- _DIRECTIONS_: Whenever a line in the data below includes the string "water", copy it out.
[THE INPUT — start]
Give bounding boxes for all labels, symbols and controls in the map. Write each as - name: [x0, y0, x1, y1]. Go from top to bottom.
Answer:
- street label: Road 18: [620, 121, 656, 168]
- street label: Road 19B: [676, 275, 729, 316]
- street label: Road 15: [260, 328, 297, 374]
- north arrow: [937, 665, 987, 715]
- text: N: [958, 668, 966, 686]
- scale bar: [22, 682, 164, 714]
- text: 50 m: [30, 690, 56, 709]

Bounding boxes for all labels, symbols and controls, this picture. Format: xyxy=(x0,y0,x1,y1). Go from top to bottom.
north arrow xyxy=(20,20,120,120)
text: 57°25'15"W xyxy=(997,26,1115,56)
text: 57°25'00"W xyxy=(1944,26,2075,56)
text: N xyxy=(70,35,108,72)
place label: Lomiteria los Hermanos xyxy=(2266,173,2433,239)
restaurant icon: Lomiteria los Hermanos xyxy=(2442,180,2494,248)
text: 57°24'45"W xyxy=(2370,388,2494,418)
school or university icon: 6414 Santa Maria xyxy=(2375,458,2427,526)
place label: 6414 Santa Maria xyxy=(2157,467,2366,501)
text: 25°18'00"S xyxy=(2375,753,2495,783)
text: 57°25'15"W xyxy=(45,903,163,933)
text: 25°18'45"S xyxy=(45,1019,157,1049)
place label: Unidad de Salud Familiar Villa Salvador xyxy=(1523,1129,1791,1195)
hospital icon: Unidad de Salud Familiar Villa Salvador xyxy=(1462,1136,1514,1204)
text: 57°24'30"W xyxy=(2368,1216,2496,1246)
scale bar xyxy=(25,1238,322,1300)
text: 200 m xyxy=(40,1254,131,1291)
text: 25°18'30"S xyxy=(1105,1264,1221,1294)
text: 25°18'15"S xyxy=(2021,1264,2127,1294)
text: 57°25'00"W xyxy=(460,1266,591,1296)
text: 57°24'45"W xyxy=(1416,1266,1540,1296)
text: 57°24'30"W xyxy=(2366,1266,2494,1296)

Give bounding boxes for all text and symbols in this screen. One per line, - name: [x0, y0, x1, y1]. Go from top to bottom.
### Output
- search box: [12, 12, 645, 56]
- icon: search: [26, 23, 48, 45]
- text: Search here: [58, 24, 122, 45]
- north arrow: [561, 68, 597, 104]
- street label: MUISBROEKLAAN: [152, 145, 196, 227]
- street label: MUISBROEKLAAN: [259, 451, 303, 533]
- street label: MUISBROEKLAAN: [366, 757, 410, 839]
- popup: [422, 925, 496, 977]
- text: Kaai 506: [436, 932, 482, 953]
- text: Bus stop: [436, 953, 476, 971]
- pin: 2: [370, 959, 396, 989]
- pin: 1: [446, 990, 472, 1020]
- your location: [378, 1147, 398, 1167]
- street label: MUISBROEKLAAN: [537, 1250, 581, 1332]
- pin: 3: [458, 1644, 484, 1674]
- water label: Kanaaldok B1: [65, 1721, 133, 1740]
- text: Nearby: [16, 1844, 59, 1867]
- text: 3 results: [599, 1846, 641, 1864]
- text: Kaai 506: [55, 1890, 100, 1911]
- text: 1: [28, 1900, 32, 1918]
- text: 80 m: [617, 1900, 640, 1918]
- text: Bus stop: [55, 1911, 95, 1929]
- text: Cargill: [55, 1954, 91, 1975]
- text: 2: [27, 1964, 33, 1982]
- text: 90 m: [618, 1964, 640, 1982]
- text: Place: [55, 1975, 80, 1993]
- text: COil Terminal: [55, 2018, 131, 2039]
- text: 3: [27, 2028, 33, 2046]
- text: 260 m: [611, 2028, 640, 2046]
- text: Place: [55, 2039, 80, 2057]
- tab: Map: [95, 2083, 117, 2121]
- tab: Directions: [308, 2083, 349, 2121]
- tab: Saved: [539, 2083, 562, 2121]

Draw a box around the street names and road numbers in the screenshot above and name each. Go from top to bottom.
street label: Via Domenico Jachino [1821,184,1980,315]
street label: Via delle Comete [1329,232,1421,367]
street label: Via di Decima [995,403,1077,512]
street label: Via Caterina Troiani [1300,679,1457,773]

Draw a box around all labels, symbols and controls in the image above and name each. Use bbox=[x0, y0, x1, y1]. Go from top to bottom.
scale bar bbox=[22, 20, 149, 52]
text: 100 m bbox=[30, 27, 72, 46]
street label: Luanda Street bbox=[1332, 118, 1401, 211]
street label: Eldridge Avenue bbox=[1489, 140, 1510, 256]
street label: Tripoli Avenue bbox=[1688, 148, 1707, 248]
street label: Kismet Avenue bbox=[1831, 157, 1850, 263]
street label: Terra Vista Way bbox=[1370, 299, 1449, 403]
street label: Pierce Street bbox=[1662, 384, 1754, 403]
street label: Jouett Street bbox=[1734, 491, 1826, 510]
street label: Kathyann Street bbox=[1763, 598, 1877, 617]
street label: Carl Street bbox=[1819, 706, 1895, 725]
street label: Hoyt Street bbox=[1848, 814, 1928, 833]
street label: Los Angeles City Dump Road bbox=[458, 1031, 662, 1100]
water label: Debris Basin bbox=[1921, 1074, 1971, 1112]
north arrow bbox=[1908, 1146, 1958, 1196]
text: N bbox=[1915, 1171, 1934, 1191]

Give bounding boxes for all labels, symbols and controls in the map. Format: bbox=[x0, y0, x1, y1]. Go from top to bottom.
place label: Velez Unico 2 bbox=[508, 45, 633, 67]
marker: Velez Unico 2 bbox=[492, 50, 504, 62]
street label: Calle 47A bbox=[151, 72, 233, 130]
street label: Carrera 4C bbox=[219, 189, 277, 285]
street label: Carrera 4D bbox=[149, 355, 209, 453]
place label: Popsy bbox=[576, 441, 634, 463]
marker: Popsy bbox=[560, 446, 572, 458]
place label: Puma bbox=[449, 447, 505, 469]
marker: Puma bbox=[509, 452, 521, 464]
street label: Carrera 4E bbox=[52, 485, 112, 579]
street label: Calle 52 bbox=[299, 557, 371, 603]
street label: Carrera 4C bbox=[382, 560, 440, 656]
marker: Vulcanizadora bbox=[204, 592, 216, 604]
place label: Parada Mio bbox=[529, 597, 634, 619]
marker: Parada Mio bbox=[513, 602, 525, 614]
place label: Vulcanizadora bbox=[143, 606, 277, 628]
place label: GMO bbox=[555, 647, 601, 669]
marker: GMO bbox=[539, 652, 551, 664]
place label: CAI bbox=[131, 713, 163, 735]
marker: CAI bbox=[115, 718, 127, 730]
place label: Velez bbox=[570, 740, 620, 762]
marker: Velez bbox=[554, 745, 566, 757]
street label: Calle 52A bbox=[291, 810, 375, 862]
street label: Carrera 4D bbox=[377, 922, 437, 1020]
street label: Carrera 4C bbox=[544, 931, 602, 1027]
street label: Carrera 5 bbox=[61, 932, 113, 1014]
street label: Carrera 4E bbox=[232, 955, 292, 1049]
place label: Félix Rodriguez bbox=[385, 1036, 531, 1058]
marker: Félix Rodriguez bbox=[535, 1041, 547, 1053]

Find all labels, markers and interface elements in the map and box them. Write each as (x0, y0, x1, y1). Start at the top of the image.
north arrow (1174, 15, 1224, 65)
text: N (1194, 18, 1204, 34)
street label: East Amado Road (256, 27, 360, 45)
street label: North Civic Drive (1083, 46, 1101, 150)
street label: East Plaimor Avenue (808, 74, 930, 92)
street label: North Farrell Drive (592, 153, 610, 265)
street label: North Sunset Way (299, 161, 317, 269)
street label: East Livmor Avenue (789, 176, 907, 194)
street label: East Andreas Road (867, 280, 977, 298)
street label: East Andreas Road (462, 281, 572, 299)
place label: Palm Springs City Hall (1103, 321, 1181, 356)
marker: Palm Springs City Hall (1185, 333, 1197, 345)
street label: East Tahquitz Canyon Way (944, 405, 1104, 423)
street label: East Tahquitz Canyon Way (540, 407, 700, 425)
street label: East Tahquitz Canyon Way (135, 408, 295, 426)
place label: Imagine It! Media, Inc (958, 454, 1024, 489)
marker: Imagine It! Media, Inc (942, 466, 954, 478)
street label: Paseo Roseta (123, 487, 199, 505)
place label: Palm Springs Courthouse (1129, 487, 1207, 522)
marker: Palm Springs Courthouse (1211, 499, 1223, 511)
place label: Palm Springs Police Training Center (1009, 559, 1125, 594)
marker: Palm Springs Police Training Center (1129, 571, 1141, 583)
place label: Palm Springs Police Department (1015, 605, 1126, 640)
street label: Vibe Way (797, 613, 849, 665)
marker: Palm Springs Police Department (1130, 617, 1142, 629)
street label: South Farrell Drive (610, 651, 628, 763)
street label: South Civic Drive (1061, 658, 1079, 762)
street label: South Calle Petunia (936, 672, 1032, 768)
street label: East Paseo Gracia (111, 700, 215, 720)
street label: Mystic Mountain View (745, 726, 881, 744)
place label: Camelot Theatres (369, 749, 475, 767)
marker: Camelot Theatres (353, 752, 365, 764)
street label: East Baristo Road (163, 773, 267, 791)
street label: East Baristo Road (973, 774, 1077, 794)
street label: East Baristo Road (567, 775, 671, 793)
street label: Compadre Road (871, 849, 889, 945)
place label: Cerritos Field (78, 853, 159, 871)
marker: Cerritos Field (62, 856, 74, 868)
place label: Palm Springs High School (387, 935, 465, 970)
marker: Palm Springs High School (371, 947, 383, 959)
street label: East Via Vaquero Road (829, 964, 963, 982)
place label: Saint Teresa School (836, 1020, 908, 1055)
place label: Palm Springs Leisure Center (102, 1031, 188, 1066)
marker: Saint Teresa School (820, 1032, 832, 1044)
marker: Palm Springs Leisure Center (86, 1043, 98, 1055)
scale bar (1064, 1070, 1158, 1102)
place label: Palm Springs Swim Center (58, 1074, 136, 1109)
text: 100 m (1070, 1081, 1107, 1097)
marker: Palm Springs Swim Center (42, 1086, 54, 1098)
[THE INPUT — finish]
- _REPLY TO THE EXERCISE_:
- water label: Kanaaldok B1: [65, 1721, 133, 1740]
water label: Debris Basin bbox=[1921, 1074, 1971, 1112]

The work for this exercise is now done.